The second major benefit was the ease of moving to a virtual health environment in CST Cerner. In particular, remote access allowed providers to use the same functionality and workflows they were familiar with, from home. This included completing a comprehensive chart review, writing prescriptions, generating lab and diagnostic requisitions, and creating documentation that distributes to CareConnect and to the patient's GP via Excelleris.

"This isn't true for many facilities [who don't use a shared electronic system] where documentation is on paper and you need access the paper chart for viewing clinical information and creating paper prescriptions and requisitions. The ability for clinicians and patients to participate in their care from home has resulted in overwhelmingly positive feedback," said Sally.

"Whether patients come into our hospitals or stay at home, our goal is that the workflow still meets the KPIs, or key performance indicators, of the project. And I think we were able to achieve that."

Better together: how the team helped CST Cerner sites join forces

As COVID-19 requirements were identified across the region, through May, CST leaders held daily sessions with site leadership and clinical informaticists to prioritize requests, discuss options and provide updates.

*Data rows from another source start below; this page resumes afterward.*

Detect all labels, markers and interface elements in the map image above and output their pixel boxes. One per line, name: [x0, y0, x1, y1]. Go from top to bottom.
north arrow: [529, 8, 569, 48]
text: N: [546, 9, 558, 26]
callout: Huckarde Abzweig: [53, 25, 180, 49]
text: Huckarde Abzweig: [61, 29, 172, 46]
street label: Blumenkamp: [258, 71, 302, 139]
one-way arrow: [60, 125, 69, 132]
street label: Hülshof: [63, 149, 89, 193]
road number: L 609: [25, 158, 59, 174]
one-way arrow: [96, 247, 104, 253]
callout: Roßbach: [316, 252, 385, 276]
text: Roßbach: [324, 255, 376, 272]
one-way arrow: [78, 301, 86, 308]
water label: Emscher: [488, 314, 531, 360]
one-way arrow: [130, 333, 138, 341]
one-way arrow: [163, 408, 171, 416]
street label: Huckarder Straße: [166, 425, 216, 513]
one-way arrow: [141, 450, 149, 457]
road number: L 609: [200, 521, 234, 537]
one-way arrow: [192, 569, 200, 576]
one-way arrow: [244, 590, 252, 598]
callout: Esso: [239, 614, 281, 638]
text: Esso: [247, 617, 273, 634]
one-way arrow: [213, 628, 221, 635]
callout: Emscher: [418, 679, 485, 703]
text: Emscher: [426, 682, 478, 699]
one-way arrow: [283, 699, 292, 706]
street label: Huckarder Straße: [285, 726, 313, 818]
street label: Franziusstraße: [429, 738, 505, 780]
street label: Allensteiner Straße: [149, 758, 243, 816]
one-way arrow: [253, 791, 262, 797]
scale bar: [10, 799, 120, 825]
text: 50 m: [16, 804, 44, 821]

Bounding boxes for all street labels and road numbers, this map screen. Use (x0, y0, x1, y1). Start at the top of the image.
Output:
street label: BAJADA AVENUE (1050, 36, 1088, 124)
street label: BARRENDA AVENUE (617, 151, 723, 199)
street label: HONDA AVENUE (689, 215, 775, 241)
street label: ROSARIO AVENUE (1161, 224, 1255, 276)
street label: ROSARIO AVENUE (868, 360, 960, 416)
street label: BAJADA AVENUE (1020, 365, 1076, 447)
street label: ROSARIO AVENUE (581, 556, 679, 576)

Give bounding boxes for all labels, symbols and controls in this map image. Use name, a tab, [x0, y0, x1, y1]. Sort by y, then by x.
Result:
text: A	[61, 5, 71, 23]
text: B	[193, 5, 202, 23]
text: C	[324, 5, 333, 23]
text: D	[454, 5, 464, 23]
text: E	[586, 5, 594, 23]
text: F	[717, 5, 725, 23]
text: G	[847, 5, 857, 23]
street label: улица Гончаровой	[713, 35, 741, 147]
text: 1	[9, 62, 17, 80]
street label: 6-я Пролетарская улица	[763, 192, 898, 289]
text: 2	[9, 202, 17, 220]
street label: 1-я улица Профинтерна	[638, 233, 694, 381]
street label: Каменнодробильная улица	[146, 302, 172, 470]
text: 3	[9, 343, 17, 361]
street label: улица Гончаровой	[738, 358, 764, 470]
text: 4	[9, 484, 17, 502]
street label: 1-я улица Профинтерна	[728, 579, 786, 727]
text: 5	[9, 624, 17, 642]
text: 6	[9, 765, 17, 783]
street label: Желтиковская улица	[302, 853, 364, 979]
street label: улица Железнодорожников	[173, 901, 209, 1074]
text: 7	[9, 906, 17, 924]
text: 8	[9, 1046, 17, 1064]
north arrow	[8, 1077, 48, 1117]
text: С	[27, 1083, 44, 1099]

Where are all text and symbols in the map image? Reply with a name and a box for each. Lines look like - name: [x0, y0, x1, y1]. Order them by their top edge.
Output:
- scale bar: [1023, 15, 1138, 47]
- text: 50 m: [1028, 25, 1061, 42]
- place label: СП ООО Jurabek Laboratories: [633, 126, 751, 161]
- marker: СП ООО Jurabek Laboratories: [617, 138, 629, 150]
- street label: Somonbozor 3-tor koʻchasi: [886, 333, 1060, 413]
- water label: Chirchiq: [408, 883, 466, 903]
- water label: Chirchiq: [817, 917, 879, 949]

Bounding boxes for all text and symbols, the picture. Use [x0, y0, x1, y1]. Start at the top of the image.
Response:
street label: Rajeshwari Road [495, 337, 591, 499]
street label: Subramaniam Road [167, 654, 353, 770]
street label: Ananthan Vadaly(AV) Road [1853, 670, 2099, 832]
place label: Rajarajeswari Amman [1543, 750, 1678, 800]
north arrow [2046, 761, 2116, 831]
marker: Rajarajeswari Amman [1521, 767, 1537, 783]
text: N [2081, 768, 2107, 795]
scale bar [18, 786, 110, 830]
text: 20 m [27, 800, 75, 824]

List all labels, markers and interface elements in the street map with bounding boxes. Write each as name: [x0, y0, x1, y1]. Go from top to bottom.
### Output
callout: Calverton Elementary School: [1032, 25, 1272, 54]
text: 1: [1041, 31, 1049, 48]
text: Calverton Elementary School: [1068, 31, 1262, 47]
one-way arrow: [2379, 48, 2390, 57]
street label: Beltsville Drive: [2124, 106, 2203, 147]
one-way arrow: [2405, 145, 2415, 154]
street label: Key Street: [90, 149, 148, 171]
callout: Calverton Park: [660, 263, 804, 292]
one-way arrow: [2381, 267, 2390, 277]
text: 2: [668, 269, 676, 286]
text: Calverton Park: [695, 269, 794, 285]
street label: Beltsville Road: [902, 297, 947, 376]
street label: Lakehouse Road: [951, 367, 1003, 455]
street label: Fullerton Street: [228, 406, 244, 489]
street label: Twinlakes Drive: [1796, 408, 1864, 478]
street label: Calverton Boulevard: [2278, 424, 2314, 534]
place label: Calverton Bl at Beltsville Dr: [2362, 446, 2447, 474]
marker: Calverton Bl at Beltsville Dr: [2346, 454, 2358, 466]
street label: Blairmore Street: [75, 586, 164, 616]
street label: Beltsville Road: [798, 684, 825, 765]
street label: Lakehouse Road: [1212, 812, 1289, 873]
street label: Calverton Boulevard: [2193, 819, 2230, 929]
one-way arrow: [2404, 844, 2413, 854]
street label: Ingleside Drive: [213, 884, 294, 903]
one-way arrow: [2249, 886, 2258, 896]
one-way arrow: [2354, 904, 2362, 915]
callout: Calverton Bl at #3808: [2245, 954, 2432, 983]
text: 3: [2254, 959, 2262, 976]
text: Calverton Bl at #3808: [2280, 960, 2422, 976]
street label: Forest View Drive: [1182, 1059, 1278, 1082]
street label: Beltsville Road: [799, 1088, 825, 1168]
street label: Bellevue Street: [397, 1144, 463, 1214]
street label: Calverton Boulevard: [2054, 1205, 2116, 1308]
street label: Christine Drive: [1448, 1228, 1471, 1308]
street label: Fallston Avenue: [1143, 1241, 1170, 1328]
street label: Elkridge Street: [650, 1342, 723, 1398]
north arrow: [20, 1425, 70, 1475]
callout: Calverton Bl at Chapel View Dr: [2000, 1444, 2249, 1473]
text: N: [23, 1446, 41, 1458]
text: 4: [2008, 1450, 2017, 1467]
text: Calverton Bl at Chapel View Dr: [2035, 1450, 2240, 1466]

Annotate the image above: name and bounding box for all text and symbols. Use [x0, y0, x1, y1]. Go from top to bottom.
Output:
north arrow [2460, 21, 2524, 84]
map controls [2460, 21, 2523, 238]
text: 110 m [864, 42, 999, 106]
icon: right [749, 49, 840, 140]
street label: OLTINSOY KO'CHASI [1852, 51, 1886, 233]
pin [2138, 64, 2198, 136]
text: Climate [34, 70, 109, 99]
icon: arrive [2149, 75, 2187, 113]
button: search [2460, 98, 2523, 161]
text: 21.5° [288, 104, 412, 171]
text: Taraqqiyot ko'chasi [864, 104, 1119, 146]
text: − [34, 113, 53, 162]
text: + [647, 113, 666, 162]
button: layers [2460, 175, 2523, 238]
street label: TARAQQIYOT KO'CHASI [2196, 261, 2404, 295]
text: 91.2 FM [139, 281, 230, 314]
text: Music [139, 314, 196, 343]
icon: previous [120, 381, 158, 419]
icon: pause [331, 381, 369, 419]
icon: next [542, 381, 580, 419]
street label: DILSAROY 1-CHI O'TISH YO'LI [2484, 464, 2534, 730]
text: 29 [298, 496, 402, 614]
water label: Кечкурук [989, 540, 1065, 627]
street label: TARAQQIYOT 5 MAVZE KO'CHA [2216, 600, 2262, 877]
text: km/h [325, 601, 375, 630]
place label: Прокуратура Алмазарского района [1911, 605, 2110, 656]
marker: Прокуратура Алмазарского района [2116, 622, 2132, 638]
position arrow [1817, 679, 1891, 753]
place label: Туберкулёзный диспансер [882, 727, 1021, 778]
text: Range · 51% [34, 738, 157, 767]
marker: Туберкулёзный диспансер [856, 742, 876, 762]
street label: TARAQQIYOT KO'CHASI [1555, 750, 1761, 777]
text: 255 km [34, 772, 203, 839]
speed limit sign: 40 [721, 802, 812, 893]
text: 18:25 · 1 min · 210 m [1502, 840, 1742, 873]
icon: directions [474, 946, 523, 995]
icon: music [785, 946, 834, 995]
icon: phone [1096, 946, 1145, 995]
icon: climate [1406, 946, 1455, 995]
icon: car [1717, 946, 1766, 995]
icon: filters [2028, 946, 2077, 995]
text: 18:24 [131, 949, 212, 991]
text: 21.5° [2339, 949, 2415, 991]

Bringing three organizations to the same table to find solutions is what the CST project has done since the beginning. This need for regional decision-making became heightened during the crisis.

"Historically, in these types of situations, the sites move back to working more independently," Sally explained. "But we're often able to collaborate on solutions that work across the board so that they can benefit from one other, and to create a more manageable workload for all involved."

Furthermore, while the CST project has historically focused on acute and ambulatory care settings, Sally mentioned that the pandemic highlighted the need to expand workflows into the community. This expansion resulted in new touchpoints with community and primary care stakeholders.

"It's all about sharing information. Improved continuity of care is supported through shared access and ongoing management of patient information [by the appropriate clinicians] — regardless of where the patient is seen."

What CST means for COVID and the future of healthcare

It goes without saying: our world will never be the same. COVID-19 has turned our lives upside down, and many changes we've made during the pandemic are likely to become the new normal.

For Sally, her ultimate goal — why she joined CST — is to advocate for patients, like her daughter. Her daughter has special needs and, as a result, requires regular check-ins with several specialists across many of the CST sites. When those consults went virtual during COVID-19, it was a huge benefit.

"She hasn't had to go anywhere," said Sally. "For people who have chronic conditions, it's actually quite hard to make it in to a doctor's office just for a consult. There's also a clinical risk sitting in a waiting room with other people who are sick, when you're just going for a consult that doesn't require you to be there in person."

For years, Sally carried around a folder full of information to her daughter's appointments at BC Children's Hospital, Vancouver General Hospital and St. Paul's Hospital. That folder contained critical details she needed to repeat at each site, because they weren't on the same system. With CST, they will be, and that's why Sally is hopeful for the future.

"It's funny: I came from banking, but I switched over to this world because it had more benefit to me and my daughter, really. Given the amount of effort I put into finance and all I did was made more money for banks, I figured I might as well help here, where it matters."